Arsenic&Lace said:are there methods to treat this as a "coarse grained" Markov chain for which one can then compute transition rates between the classes?
A Markov chain is a mathematical model used to describe a sequence of events in which the probability of each event depends only on the state of the previous event. It is a type of stochastic process that follows the Markov property, which states that the future is independent of the past given the present state. In simpler terms, a Markov chain is a system in which the future is determined solely by the current state.
In a Markov chain, classes are defined as groups of states that can be reached from one another. These states are considered to be "communicating" with each other because there is a non-zero probability of transitioning from one state to another. The classes in a Markov chain are important because they help determine the long-term behavior of the system.
The communication between classes in a Markov chain is determined by the existence of a non-zero probability of transitioning from one class to another. This means that there must be a path of states connecting the two classes, and each of these states must have a non-zero probability of transitioning to the next state in the path. If this condition is met, then the two classes are said to be communicating.

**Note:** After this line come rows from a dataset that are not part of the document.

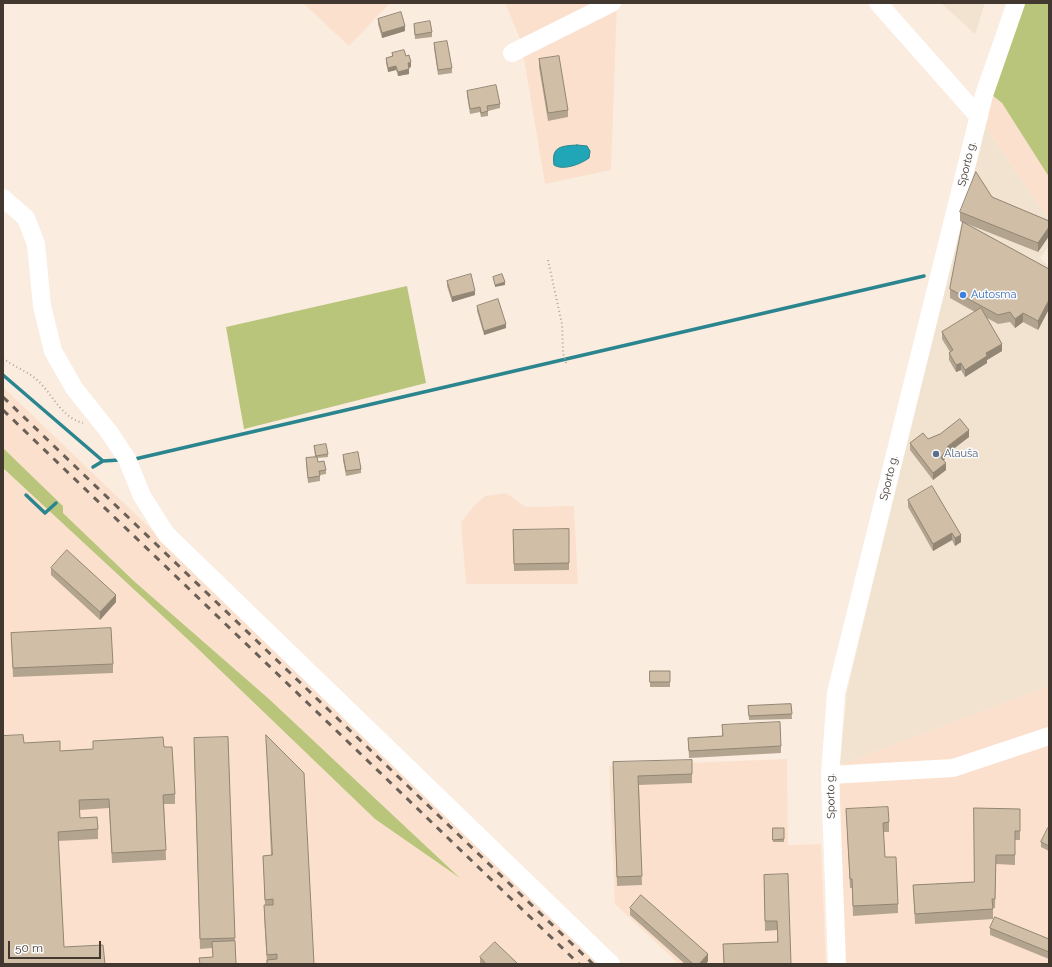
<!DOCTYPE html>
<meta charset="utf-8">
<style>
body{margin:0}
#map{position:relative;width:1052px;height:967px;overflow:hidden;background:#fbece0;font-family:Raleway,sans-serif}
canvas{display:block}
.frame{position:absolute;inset:0;border:4px solid #423830;pointer-events:none}
.scale{position:absolute;left:8px;top:941px;width:93px;height:18px;box-sizing:border-box;border:2px solid #423830;border-top:0;padding-left:5px;font-size:12px;line-height:14px;white-space:nowrap;color:#423830;-webkit-text-stroke:3px #fcfcfc;paint-order:stroke}
</style>
<div id="map">
<canvas width="1052" height="967"></canvas>
<div class="frame"></div>
<div class="scale">50 m</div>
</div>
<script>
const ctx = document.querySelector('canvas').getContext('2d');
ctx.lineJoin = 'round';
function fill(path, color) { ctx.fillStyle = color; ctx.fill(path, 'evenodd'); }
function strokePath(path, color, width, dash) { ctx.strokeStyle = color; ctx.lineWidth = width; ctx.lineCap = dash ? 'butt' : 'round'; ctx.setLineDash(dash || []); ctx.stroke(path); }
function label(font, color, halo, rows, align = 'center') {
  ctx.font = font + ' Raleway,sans-serif'; ctx.lineWidth = 3; ctx.setLineDash([]); ctx.textBaseline = 'middle'; ctx.strokeStyle = halo; ctx.fillStyle = color; for (const [text, x, y, turn = 0] of rows) {
    ctx.save(); ctx.translate(x, y); ctx.rotate((+turn || 0) * Math.PI / 180); ctx.textAlign = isNaN(turn) ? turn : align; if (halo) ctx.strokeText(text, 0, 0); ctx.fillText(text, 0, 0); ctx.restore();
  }
}
fill(new Path2D(`
 M 941,3 L 985,3 L 975,34 Z
 M 982,122 L 1049,220 L 1049,246 L 1040,258 L 1049,266 L 1049,686 L 840,765 L 847,692 Z`), '#f1e3cf');
fill(new Path2D(`
 M 303,3 L 390,3 L 349,46 Z
 M 505,3 L 617,3 L 611,170 L 545,184 L 521,41 Z
 M 992,95 L 1002,103 L 1049,177 L 1049,220 L 982,122 Z
 M 3,387 L 177,554 L 602,964 L 3,964 L 3,468 L 196,647 L 375,819 L 457,875 L 269,699 L 135,582 L 63,513 L 63,506 L 3,448 Z
 M 506,493 L 526,507 L 574,506 L 578,584 L 466,584 L 461,522 L 475,505 L 485,496 Z
 M 1049,686 L 1049,964 L 845,964 L 839,814 L 840,765 Z
 M 787,759 L 788,845 L 821,844 L 826,964 L 679,964 L 615,904 L 609,766 Z`), '#fbe1cd');
fill(new Path2D(`
 M 1025,3 L 1049,3 L 1049,177 L 1002,103 L 992,95 Z
 M 407,286 L 426,383 L 244,429 L 226,327 Z
 M 3,448 L 63,506 L 63,513 L 135,582 L 269,699 L 460,878 L 375,819 L 196,647 L 3,468 Z`), '#b9c57a');
const water = new Path2D(`
 M 577,145 L 587,146 L 590,151 L 589,158 C 581,164 563,171 554,165 C 551,146 562,146 577,145 Z`);
fill(water, '#20a6b7');
strokePath(water, '#2a858e', 1);
strokePath(new Path2D(`
 M 3,375 L 103,461
 M 135,459 L 924,276
 M 93,467 L 103,461 L 119,460
 M 26,495 L 45,513 L 56,503`), '#2a858e', 3.5);
strokePath(new Path2D(`
 M 548,260 L 562,324 L 563,353 L 566,363
 M 3,358 C 12,366 23,369 32,376 C 52,390 58,416 83,423`), '#b1a49a', 2, [1, 3]);
strokePath(new Path2D(`
 M 878,3 L 979,117
 M 512,53 L 612,3
 M 3,198 L 26,218 L 36,244 L 42,306 L 53,351 L 74,388 L 109,432 L 127,459 L 142,496 L 166,534 L 611,964
 M 830,775 L 953,768 L 1049,736
 M 837,964 L 830,775 L 836,693 L 984,95 L 1016,3`), '#fff', 18);
strokePath(new Path2D(`
 M 3,397 L 593,964
 M 3,410 L 579,964`), '#6b6057', 3, [7, 7]);
fill(new Path2D(`
 M 378,19 L 405,31 L 382,38 L 378,24 Z
 M 414,24 L 432,32 L 432,37 L 415,39 Z
 M 434,43 L 452,68 L 452,73 L 438,75 L 434,48 Z
 M 392,53 L 411,67 L 409,68 L 409,74 L 398,76 L 396,70 L 388,72 L 386,63 L 386,58 L 392,57 Z
 M 539,59 L 568,110 L 568,117 L 548,121 L 539,67 Z
 M 467,91 L 500,104 L 500,108 L 488,111 L 488,116 L 481,117 L 480,112 L 470,114 L 467,95 Z
 M 992,197 L 1049,221 L 1049,236 L 1038,252 L 965,223 L 1049,269 L 1049,309 L 1038,330 L 1023,322 L 1015,328 L 1010,322 L 998,324 L 987,318 L 1002,351 L 987,360 L 987,363 L 965,377 L 961,370 L 956,372 L 949,360 L 949,353 L 950,352 L 942,339 L 942,332 L 975,312 L 950,298 L 950,289 L 963,223 L 960,221 L 960,212 Z
 M 447,281 L 475,295 L 452,302 L 447,286 Z
 M 477,306 L 506,328 L 484,335 L 477,311 Z
 M 940,434 L 969,437 L 948,453 L 944,461 L 946,470 L 933,480 L 910,450 L 910,443 L 928,439 Z
 M 314,446 L 328,454 L 328,457 L 317,458 L 318,462 L 326,470 L 326,474 L 320,475 L 320,481 L 308,483 L 306,463 L 306,458 L 315,457 Z
 M 343,455 L 361,469 L 361,473 L 346,476 L 343,460 Z
 M 908,500 L 961,535 L 961,542 L 955,546 L 952,540 L 933,551 L 908,507 Z
 M 513,530 L 569,563 L 569,570 L 514,571 Z
 M 51,568 L 116,602 L 100,620 L 51,575 Z
 M 11,633 L 113,664 L 113,673 L 13,677 Z
 M 650,671 L 670,671 L 670,687 L 650,687 Z
 M 791,704 L 792,719 L 749,720 L 748,706 Z
 M 722,725 L 781,746 L 781,753 L 689,758 L 688,738 L 722,736 Z
 M 266,735 L 314,964 L 267,964 L 264,915 L 264,905 L 265,905 L 263,856 L 271,855 Z
 M 228,737 L 235,941 L 213,957 L 212,948 L 200,949 L 194,747 Z
 M 93,741 L 164,747 L 175,794 L 175,804 L 164,804 L 166,860 L 112,863 L 109,808 L 80,810 L 80,818 L 98,829 L 98,839 L 58,841 L 64,947 L 3,964 L 24,743 L 60,751 L 93,749 Z
 M 613,762 L 692,774 L 692,783 L 639,785 L 642,885 L 617,886 Z
 M 846,809 L 889,822 L 889,832 L 883,832 L 885,857 L 898,904 L 898,913 L 853,916 L 852,888 L 850,888 Z
 M 1020,809 L 1020,840 L 1015,840 L 1015,865 L 996,864 L 995,908 L 993,908 L 993,919 L 915,924 L 913,885 L 974,882 Z
 M 773,828 L 784,828 L 784,842 L 773,842 Z
 M 1049,829 L 1049,851 L 1041,847 L 1041,842 Z
 M 764,875 L 791,964 L 724,964 L 723,944 L 777,942 L 777,930 L 765,931 Z
 M 630,908 L 708,961 L 706,964 L 685,964 L 630,915 Z
 M 990,928 L 1049,939 L 1049,959 L 990,935 Z
 M 480,957 L 518,964 L 480,964 Z`), '#b3a48f');
fill(new Path2D(`
 M 405,26 L 405,31 L 382,38 L 382,33 Z
 M 411,62 L 411,67 L 408,68 L 408,63 Z
 M 396,66 L 396,70 L 388,72 L 388,68 Z
 M 409,69 L 409,74 L 398,76 L 398,72 Z
 M 1049,227 L 1049,236 L 1038,252 L 1038,243 Z
 M 505,282 L 505,285 L 495,287 L 495,285 Z
 M 475,291 L 475,295 L 452,302 L 452,297 Z
 M 1049,300 L 1049,309 L 1038,330 L 1038,321 Z
 M 1023,313 L 1023,322 L 1015,328 L 1015,319 Z
 M 506,324 L 506,328 L 484,335 L 484,331 Z
 M 1002,344 L 1002,351 L 987,360 L 987,363 L 965,377 L 965,370 L 986,353 Z
 M 961,363 L 961,370 L 956,372 L 956,365 Z
 M 969,430 L 969,437 L 948,453 L 941,465 L 941,458 L 948,446 Z
 M 946,463 L 946,470 L 933,480 L 933,473 Z
 M 952,533 L 952,540 L 933,551 L 933,544 Z
 M 961,535 L 961,542 L 955,546 L 955,538 Z
 M 116,595 L 116,602 L 100,620 L 100,612 Z
 M 708,954 L 708,961 L 706,964 L 699,964 Z`), '#928674');
const building = new Path2D(`
 M 401,12 L 405,26 L 382,33 L 378,19 Z
 M 430,21 L 432,32 L 415,35 L 414,24 Z
 M 447,41 L 452,68 L 438,70 L 434,43 Z
 M 404,50 L 406,56 L 409,55 L 411,62 L 408,63 L 409,69 L 398,72 L 396,66 L 388,68 L 386,58 L 393,56 L 392,53 Z
 M 559,56 L 568,110 L 548,113 L 539,59 Z
 M 496,85 L 500,104 L 487,106 L 488,111 L 481,113 L 480,107 L 470,109 L 467,91 Z
 M 976,172 L 992,197 L 1049,221 L 1049,227 L 1038,243 L 960,212 Z
 M 963,222 L 1049,269 L 1049,300 L 1038,321 L 1023,313 L 1015,319 L 1010,312 L 998,315 L 950,289 Z
 M 471,274 L 475,291 L 452,297 L 447,281 Z
 M 502,274 L 505,282 L 495,285 L 493,277 Z
 M 498,299 L 506,324 L 484,331 L 477,306 Z
 M 981,308 L 1002,344 L 986,353 L 987,356 L 965,370 L 961,363 L 956,365 L 949,353 L 953,350 L 942,332 Z
 M 960,419 L 969,430 L 948,446 L 941,458 L 946,463 L 933,473 L 910,443 L 923,433 L 928,439 L 940,434 Z
 M 326,444 L 328,454 L 316,456 L 314,446 Z
 M 358,452 L 361,469 L 346,471 L 343,455 Z
 M 317,457 L 318,462 L 324,461 L 326,470 L 319,471 L 320,476 L 308,478 L 306,458 Z
 M 932,486 L 961,535 L 955,538 L 952,533 L 933,544 L 908,500 Z
 M 569,529 L 569,563 L 514,564 L 513,530 Z
 M 67,550 L 116,595 L 100,612 L 51,568 Z
 M 111,628 L 113,664 L 13,668 L 11,633 Z
 M 650,671 L 670,671 L 670,682 L 650,682 Z
 M 791,704 L 792,714 L 749,716 L 748,706 Z
 M 780,722 L 781,746 L 689,751 L 688,738 L 723,736 L 722,725 Z
 M 23,735 L 24,743 L 60,741 L 60,751 L 93,749 L 93,741 L 163,737 L 164,747 L 172,747 L 175,794 L 163,795 L 166,850 L 112,853 L 109,799 L 79,800 L 80,818 L 97,817 L 98,829 L 58,832 L 64,947 L 103,945 L 105,964 L 3,964 L 3,736 Z
 M 266,735 L 304,773 L 314,964 L 267,964 L 267,960 L 277,959 L 277,954 L 267,955 L 264,905 L 273,905 L 273,899 L 265,900 L 263,856 L 272,855 Z
 M 228,737 L 235,938 L 200,939 L 194,738 Z
 M 692,760 L 692,774 L 638,776 L 642,876 L 617,877 L 613,762 Z
 M 888,807 L 889,822 L 883,823 L 885,857 L 896,857 L 898,904 L 853,906 L 852,879 L 850,879 L 846,809 Z
 M 974,808 L 1020,809 L 1020,831 L 1015,831 L 1015,855 L 996,855 L 995,899 L 992,899 L 993,909 L 915,914 L 913,885 L 974,882 Z
 M 773,828 L 784,828 L 784,839 L 773,840 Z
 M 1048,828 L 1049,829 L 1049,846 L 1041,842 Z
 M 788,874 L 791,964 L 724,964 L 723,944 L 778,942 L 777,921 L 765,921 L 764,875 Z
 M 641,895 L 708,954 L 699,964 L 693,964 L 630,908 Z
 M 995,917 L 1049,939 L 1049,952 L 990,928 Z
 M 235,941 L 236,964 L 200,964 L 199,958 L 213,957 L 212,942 Z
 M 495,942 L 518,964 L 486,964 L 480,957 Z`);
fill(building, '#d0bfa6');
strokePath(building, '#928674', 1);
for (const [x, y, r, color] of [
 [963,295,4,"#3f7fe0"],
 [936,454,4,"#5c6f8a"]
]) { const dot = new Path2D(); dot.arc(x, y, r, 0, 2 * Math.PI); ctx.fillStyle = color; ctx.fill(dot); strokePath(dot, '#fcfcfc', 1.5); }
label('11px', '#423830', '#fcfcfc', [
 ["Sporto g.",967,164,-76],
 ["Sporto g.",889,478,-76],
 ["Sporto g.",831,796,-91]
]);
label('11px', '#366cbe', '#fcfcfc', [
 ["Autosma",971,295]
], 'left');
label('11px', '#4e5e75', '#fcfcfc', [
 ["Alauša",944,454]
], 'left');
</script>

The communicating classes in a Markov chain play a crucial role in determining the long-term behavior of the system. If all states in a Markov chain belong to a single communicating class, then the chain is said to be irreducible, and there is a unique stationary distribution. However, if the chain has multiple communicating classes, then the long-term behavior of the system will depend on the initial state and the transition probabilities between the classes.
If a Markov chain has multiple communicating classes, then the existence of a unique stationary distribution depends on the properties of the transition probabilities between the classes. If the transition probabilities between classes are non-zero, then the chain is said to be positive recurrent, and a unique stationary distribution exists. However, if the transition probabilities between classes are all zero, then the chain is said to be null recurrent, and a unique stationary distribution does not exist.